The GTDB’s standardized bacterial taxonomy, utilized by GTDBtk, combines the genus Spirillospora with several species that are traditionally classified under the genus Actinomadura in NCBI and LPSN (Approved Lists) [6]. In this merged taxonomy, all members are now classified as Spirillospora, with Spirillospora albus being the type species. This also includes Actinomadura madurae, which is renamed Spirillospora madurae in the GTDB. All isolates identified as belonging to the Spirillospora genus by GTDBtk were confirmed to be Spirillospora madurae (formerly Actinomadura madurae). For consistency, we chose to retain the previously established genus name Actinomadura madurae when referring to the taxonomic classification of these isolates throughout this manuscript, as it remains the valid species name in LPSN (Approved Lists) and NCBI and is more widely recognized within the actinomycetoma research community. This was also employed in the latest comparative genomic study performed on Actinomadura strains [6].

Protologue

Description of Actinomadura welshii sp. nov.
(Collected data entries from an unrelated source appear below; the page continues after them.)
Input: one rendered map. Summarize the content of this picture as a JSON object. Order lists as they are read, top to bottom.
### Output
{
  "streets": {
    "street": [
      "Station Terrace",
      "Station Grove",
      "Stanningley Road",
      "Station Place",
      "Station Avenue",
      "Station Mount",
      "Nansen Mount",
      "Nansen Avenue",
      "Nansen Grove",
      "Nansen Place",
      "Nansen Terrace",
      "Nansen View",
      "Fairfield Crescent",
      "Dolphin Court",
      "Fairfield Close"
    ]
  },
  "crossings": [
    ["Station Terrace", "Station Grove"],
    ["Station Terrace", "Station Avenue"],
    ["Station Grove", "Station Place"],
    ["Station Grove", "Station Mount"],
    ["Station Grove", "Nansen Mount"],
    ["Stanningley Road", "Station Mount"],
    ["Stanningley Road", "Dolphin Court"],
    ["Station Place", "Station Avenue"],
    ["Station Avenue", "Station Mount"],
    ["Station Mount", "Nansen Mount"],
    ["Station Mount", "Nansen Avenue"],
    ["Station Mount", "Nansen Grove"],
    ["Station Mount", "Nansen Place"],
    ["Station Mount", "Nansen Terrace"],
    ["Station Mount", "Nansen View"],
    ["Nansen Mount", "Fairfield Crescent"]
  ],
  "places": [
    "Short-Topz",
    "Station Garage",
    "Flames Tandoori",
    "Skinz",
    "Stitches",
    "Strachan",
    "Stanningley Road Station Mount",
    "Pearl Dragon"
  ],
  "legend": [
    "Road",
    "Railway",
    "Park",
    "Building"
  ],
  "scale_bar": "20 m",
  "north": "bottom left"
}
Actinomadura welshii (wel-sh’ii. NL gen. masc. n. welshii of Welsh, was named in honor of Oliverio Welsh, a Mexican dermatologist, for his vast contributions to the therapy and epidemiology of actinomycetoma)
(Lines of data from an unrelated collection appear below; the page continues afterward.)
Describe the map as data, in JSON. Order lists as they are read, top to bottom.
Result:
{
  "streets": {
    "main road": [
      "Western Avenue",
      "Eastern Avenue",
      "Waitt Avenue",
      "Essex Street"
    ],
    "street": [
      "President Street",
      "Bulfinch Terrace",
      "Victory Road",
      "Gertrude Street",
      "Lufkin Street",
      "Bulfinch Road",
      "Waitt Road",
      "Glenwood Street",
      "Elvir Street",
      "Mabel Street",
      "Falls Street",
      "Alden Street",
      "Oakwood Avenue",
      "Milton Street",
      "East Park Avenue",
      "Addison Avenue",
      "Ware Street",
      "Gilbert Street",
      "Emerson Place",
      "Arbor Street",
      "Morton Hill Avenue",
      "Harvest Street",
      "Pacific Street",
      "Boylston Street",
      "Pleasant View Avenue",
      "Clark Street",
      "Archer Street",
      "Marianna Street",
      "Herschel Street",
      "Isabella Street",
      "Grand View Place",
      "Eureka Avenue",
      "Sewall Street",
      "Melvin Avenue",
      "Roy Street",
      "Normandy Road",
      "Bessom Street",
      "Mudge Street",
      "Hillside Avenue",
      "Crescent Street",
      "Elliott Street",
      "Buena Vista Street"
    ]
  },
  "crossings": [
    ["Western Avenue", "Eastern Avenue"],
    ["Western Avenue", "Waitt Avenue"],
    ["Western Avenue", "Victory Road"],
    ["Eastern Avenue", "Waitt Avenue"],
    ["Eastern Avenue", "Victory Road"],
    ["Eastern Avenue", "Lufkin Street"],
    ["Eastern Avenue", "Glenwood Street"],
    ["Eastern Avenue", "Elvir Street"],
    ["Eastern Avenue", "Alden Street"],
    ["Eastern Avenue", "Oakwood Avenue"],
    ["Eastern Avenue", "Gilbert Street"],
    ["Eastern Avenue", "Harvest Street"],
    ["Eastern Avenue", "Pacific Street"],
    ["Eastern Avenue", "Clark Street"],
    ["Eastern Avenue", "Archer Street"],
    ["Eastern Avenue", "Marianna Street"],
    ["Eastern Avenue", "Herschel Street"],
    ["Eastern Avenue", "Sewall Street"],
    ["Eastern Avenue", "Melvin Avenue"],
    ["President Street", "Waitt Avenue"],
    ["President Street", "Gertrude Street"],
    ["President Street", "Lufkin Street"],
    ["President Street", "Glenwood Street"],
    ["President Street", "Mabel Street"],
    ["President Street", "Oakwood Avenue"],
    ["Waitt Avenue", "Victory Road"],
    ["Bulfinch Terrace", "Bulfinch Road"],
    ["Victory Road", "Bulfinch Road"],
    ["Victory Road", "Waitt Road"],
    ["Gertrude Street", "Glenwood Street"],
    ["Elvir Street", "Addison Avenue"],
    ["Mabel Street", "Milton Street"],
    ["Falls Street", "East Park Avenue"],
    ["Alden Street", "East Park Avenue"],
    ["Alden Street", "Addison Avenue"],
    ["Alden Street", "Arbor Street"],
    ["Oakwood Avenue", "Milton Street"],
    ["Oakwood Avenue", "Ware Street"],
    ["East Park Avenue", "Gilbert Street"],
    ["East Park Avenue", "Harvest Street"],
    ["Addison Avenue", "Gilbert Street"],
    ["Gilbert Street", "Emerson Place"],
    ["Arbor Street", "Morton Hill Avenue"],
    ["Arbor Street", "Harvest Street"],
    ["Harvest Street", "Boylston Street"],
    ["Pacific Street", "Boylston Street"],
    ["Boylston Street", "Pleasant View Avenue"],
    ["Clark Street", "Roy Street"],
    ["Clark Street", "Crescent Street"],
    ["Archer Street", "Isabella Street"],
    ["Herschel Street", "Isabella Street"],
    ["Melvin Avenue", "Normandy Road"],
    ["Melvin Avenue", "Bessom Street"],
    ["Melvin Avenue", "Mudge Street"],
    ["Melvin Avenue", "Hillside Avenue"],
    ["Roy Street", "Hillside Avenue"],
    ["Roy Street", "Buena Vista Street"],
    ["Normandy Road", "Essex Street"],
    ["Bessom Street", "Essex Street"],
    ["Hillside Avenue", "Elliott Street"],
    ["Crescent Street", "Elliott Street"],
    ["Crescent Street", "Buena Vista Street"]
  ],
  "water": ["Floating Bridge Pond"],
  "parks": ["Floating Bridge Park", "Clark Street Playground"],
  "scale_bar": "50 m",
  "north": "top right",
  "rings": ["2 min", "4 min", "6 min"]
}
A non-motile, non acid-fast, filamentous Gram-positive and slow-growing bacterium. Growth on solid media requires culturing for >7 days at temperatures between 31 and 37 °C, optimally at 35 °C, producing glabrous, waxy, membranous, cream-coloured colonies of 1–2 mm in diameter on Brain Heart Infusion agar plates. It does not hydrolyze casein, tyrosine, xanthine, hypoxantine or urea. It is sensitive to linezolid, ciprofloxacin, moxifloxacin, levofloxacin, trimethoprim-sulfamethoxazole, imipenem, and amoxicillin-clavulanate. Resistant to netilmicin, ticarcillin-clavulanate, amikacin, and rifampicin.
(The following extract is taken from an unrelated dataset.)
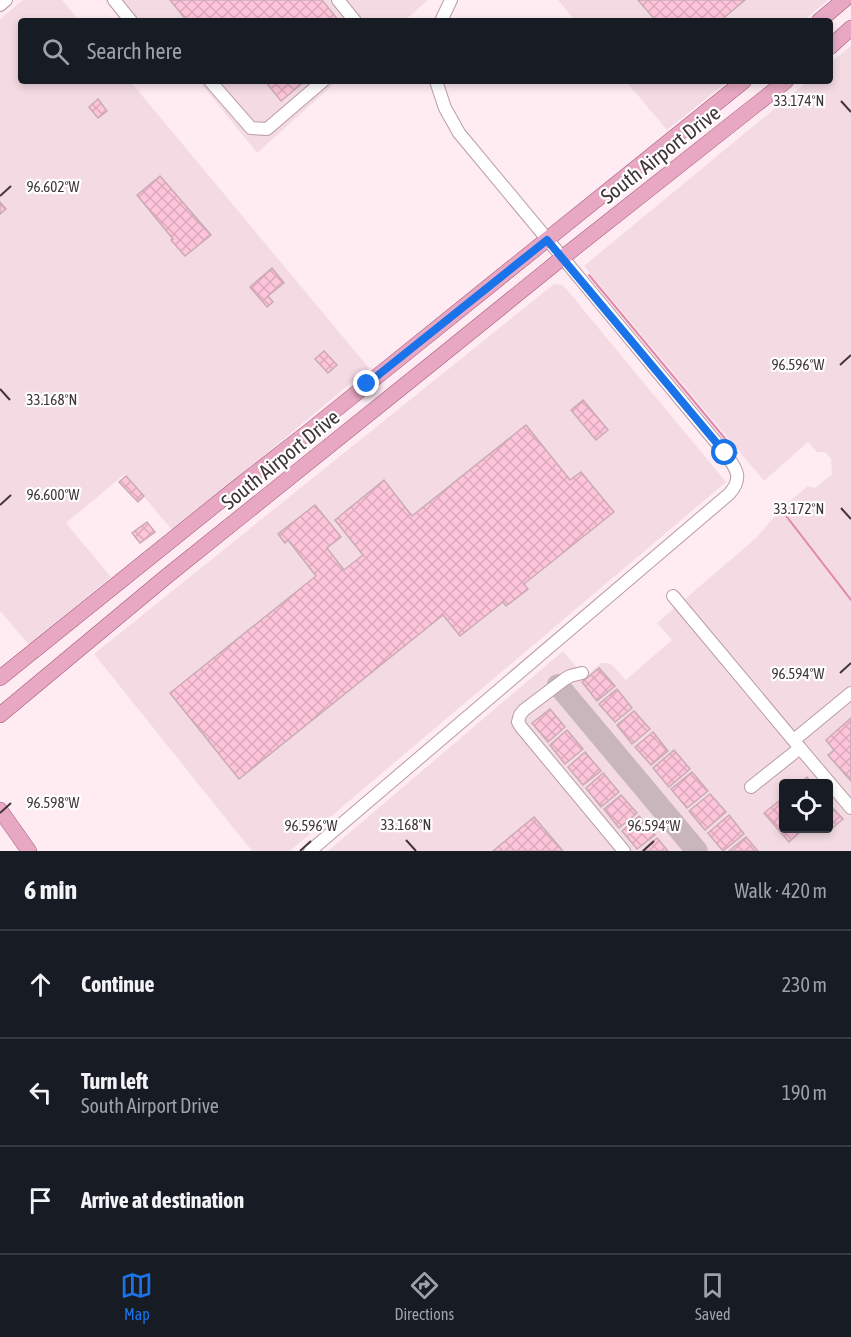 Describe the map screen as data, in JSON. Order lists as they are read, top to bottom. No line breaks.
{"streets":{"main road":["South Airport Drive"]},"page":{"search":"Search here","heading":["6 min","Walk · 420 m"],"list":[["Continue","230 m"],["Turn left","South Airport Drive","190 m"],"Arrive at destination"],"nav":["Map","Directions","Saved"]},"coordinates":["33.174°N","96.602°W","96.596°W","33.168°N","96.600°W","33.172°N","96.594°W","96.598°W"]}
The genome of type strain LIID-AQ337 comprises 8,163,638-bp spread in 22 contigs in silico, and the G+C content is 72.51%. The whole-genome sequence and the 16S rRNA gene sequence are deposited in the NCBI GenBank database under the BioProject ID PRJNA1232214 and PRJNA1046528. The strain of Actinomadura welshii LIID-AQ337 has been deposited to the U.S. Department of Agriculture Agricultural Research Service (ARS) Culture Collection under the number: NRRL B-65740.